In the United States we observe Veterans Day on November 11, the date of Germany’s formal surrender at the end of World War 1. To be precise, the ceasefire took effect at 11:11 on November 11.  We called it Armistice Day when I was a sprout, but now the date recognizes veterans of all wars.

The war between Italy and Austria-Hungary, however, came to an end on November 3, when the ceasefire was signed at the Villa Giusti outside Padova, to take effect on November 4.  That date has long been observed here as a national day of remembrance, though by the end of it all, the warring parties had signed no fewer than 16 peace treaties.

It’s bad enough to know who were the casualties, but the nameless ones are what haunt me.  In 1921, Italy consecrated its national Tomb of the Unknown Soldier, in Rome, and this year marked its hundredth-year anniversary.  There are military shrines (sacrario) all over Italy and it is appalling how many of their soldiers are unknown.  The monument in Gorizia  notes 57,741 Italian casualties, of which 36,000 are unknown.  At the shrine at Redipuglia are 100,000 fallen, and 60,000 unknown.  At Asiago are 54,286 dead of which 33,000 are unknown.  Obliterated.

Which brings me to the sacrario crowning Monte Grappa.  The Grappa massif was the site of some of the war’s most violent battles, and where the Austrian advance into Italy was finally stopped.

On even moderately clear days, the low outline of Grappa, here just behind the Murano lighthouse, is visible from Venice.  A mere 52 miles/84 km separate mountain from lagoon.
The cemetery on Monte Grappa contains not only the remains of thousands of Italian soldiers (foreground), but also many unknown Austrian soldiers in the circular area further back.
Monument to the Fallen of Monte Grappa Reigning His Majesty Vittorio Emanuele III Leader Benito Mussolini May 24 1934 September 22 1935 XIII year of E.F. (Epoca Fascista).  The plaque on the lower right says: “In this shrine rest the remains of 12,615 fallen Italians of which 10,332 are unknown and 10,295 fallen Austro-Hungarians of which 10,000 are unknown.”
Austrians to the right, Italians to the left.
Meaning no disrespect to the Italian casualties, but I was surprised to find so many of the enemy interred here.
Atop the summit, walking toward the Italian tombs.
Looking toward Venice. Lino says that on a clear day you can see the sea.  Of course the Austrian army wanted to see it too, even closer than this.
Looking northward.
The smaller loculi contain identified soldiers, the larger ones contain some of the unknown.  In this case, it says “Cento Militi Ignoti”” One hundred unknown soldiers.  There are many of these.

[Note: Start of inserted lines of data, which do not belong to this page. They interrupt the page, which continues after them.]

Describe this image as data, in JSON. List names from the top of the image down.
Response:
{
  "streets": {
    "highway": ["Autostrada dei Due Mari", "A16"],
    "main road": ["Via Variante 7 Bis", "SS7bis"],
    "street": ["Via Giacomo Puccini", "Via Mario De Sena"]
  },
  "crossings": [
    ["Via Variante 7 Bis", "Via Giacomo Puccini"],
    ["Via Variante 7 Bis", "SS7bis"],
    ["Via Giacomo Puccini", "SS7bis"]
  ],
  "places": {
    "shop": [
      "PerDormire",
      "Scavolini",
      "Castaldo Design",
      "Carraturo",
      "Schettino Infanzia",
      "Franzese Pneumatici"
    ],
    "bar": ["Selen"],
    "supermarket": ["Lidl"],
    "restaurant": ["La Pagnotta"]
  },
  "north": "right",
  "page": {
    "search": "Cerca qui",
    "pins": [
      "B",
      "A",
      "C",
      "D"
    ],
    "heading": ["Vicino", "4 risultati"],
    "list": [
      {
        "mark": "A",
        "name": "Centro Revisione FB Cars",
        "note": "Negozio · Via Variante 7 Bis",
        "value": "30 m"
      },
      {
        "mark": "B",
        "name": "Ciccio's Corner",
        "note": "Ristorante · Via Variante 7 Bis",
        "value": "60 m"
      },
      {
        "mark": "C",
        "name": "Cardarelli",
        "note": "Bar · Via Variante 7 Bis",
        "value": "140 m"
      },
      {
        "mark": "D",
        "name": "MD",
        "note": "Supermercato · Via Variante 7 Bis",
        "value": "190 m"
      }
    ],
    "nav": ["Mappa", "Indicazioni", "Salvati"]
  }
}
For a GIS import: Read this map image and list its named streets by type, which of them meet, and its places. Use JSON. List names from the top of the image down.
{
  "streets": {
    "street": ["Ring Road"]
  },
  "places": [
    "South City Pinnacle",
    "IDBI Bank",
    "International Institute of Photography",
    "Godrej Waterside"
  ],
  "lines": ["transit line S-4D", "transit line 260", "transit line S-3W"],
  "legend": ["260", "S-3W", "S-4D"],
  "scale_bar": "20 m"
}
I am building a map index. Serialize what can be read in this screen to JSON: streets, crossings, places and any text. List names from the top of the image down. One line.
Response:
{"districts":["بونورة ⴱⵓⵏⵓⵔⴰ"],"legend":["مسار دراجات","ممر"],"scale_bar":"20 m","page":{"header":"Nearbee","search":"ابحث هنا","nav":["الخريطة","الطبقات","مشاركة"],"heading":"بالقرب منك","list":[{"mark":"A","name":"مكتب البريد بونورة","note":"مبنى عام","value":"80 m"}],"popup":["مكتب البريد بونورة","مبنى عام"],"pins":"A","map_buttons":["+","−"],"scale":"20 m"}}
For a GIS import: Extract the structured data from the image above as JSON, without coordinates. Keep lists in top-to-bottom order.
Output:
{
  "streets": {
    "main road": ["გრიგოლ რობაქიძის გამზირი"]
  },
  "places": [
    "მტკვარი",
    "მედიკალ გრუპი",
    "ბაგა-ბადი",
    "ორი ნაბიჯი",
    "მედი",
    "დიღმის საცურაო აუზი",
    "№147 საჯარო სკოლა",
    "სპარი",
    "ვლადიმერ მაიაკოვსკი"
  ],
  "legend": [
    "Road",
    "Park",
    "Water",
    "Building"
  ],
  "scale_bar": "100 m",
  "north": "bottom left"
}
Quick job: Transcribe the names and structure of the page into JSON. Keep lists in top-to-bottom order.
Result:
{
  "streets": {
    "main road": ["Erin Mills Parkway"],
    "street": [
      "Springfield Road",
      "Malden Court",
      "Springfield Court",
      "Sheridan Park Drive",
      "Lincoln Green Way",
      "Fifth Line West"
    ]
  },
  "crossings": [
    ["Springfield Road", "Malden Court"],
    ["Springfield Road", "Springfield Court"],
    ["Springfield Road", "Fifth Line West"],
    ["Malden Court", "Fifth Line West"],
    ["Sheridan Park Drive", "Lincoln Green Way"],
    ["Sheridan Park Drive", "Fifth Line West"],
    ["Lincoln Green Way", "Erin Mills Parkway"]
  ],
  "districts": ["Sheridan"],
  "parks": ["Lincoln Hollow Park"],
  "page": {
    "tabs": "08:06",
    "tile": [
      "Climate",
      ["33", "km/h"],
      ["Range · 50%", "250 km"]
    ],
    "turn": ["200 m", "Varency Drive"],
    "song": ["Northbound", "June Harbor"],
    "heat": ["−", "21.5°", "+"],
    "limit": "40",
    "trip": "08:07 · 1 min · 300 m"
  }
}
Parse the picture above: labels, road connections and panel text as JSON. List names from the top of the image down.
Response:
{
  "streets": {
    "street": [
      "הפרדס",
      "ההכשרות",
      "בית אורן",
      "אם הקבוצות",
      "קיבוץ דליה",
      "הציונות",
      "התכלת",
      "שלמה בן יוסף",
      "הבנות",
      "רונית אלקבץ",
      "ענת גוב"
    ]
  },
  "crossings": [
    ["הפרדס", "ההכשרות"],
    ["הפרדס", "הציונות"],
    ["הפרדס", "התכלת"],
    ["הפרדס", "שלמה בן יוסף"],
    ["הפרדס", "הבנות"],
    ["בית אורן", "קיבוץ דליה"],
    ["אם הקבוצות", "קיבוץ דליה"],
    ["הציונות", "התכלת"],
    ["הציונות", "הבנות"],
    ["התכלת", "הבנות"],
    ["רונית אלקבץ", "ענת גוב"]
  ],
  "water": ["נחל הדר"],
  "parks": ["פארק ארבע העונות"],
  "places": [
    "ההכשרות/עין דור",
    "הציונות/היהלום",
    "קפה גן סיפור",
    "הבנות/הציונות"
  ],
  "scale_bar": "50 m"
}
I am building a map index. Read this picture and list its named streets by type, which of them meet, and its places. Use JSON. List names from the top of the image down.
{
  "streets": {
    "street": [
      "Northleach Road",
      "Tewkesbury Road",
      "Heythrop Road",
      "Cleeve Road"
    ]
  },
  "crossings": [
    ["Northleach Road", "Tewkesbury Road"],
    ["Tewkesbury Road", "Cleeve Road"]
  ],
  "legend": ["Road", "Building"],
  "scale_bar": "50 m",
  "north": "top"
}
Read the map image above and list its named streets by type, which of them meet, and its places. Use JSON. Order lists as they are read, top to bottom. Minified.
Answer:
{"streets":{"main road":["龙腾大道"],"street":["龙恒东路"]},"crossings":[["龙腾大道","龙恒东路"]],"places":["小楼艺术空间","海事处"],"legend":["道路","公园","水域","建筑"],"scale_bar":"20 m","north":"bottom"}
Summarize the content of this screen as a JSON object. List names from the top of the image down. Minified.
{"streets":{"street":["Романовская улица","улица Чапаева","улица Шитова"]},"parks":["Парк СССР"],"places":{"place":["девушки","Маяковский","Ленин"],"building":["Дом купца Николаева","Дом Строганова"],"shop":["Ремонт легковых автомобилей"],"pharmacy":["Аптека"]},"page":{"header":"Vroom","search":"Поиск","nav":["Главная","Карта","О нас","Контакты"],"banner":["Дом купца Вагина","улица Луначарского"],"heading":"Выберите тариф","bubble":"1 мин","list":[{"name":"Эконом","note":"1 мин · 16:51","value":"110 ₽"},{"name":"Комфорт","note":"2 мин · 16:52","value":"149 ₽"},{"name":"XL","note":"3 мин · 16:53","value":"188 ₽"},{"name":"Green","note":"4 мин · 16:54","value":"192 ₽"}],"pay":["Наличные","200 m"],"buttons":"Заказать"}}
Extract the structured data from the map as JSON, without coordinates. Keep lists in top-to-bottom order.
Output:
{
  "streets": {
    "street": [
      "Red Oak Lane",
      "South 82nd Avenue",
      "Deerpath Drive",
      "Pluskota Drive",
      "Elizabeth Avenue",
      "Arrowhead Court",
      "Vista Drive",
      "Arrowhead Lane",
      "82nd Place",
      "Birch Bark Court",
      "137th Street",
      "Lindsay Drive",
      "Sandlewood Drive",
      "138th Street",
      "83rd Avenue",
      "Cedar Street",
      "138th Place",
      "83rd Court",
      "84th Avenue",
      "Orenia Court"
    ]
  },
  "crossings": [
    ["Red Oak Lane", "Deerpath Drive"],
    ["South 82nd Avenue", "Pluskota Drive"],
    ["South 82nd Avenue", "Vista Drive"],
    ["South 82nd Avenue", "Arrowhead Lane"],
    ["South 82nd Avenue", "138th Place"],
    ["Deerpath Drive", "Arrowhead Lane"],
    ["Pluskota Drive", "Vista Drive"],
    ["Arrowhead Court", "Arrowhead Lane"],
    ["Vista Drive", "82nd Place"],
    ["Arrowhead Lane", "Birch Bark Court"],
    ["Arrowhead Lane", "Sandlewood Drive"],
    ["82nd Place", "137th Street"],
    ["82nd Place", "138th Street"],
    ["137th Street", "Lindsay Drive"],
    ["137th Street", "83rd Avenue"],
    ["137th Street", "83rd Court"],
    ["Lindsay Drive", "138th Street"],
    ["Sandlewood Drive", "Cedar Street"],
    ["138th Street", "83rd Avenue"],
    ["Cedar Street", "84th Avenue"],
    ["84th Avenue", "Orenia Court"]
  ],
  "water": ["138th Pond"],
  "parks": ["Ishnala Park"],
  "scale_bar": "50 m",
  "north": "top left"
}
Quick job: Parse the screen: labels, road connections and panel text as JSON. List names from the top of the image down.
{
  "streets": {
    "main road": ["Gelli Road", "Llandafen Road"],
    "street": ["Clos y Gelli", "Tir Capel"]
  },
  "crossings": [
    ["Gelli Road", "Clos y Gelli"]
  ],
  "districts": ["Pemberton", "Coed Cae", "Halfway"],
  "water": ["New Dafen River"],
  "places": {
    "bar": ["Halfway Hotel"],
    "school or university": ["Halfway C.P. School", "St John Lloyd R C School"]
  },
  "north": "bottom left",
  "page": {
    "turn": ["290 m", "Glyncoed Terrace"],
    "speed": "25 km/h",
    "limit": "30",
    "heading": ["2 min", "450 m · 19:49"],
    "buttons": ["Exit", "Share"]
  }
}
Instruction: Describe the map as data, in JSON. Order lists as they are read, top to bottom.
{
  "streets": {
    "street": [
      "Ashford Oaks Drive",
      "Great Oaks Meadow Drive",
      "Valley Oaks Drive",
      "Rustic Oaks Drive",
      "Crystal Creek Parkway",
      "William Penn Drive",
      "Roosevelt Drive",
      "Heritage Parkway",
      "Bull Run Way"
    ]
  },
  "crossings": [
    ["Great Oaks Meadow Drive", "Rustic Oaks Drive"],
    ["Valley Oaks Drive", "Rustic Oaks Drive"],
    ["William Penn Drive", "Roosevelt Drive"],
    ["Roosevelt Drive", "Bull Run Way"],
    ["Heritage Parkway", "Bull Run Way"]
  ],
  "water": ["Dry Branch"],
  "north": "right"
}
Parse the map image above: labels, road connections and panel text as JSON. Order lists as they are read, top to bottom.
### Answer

The full inscription above reads: Gloria a Voi Soldati del Grappa. “Glory to you soldiers of Grappa.”
Most of the streets and campos in the area of Sant’ Elena bear names recalling the First World War.

Two weeks ago — the evening of October 29 — a remarkable event passed through Venice in the form of the “Train of Memory,” a steam train that retraced the route of the train that traveled from Aquileia to Rome bearing the coffin of the nameless soldier chosen to represent all of them to his final resting place at the Altar of the Fatherland.  As before, the train left Cervignano Aquileia on October 29, stopped at Udine and Treviso, and arrived at Santa Lucia station in Venice at 9:30 PM.  A few hours later it departed for Bologna, Florence, Arezzo, and finally Rome.

We waited at the station, determined to see it despite a delay of 90 minutes.  A ceremony had been organized, though it was less majestic than those I discovered had been held in other stations.  Music, speeches, uniforms.  More music.  It was moving in spite of all that; for me, the emotion was compounded by the fact that Lino’s father had been a train driver in the steam era, and that Santa Lucia station was once full of puffing, gasping trains just like this one.

A platoon of cadets from the Morosini naval school were arrayed, along with detachments of veterans of various branches and the band of the Alpini Julia Brigade.  The train is coming in on Track 1, as it did in October of 1921.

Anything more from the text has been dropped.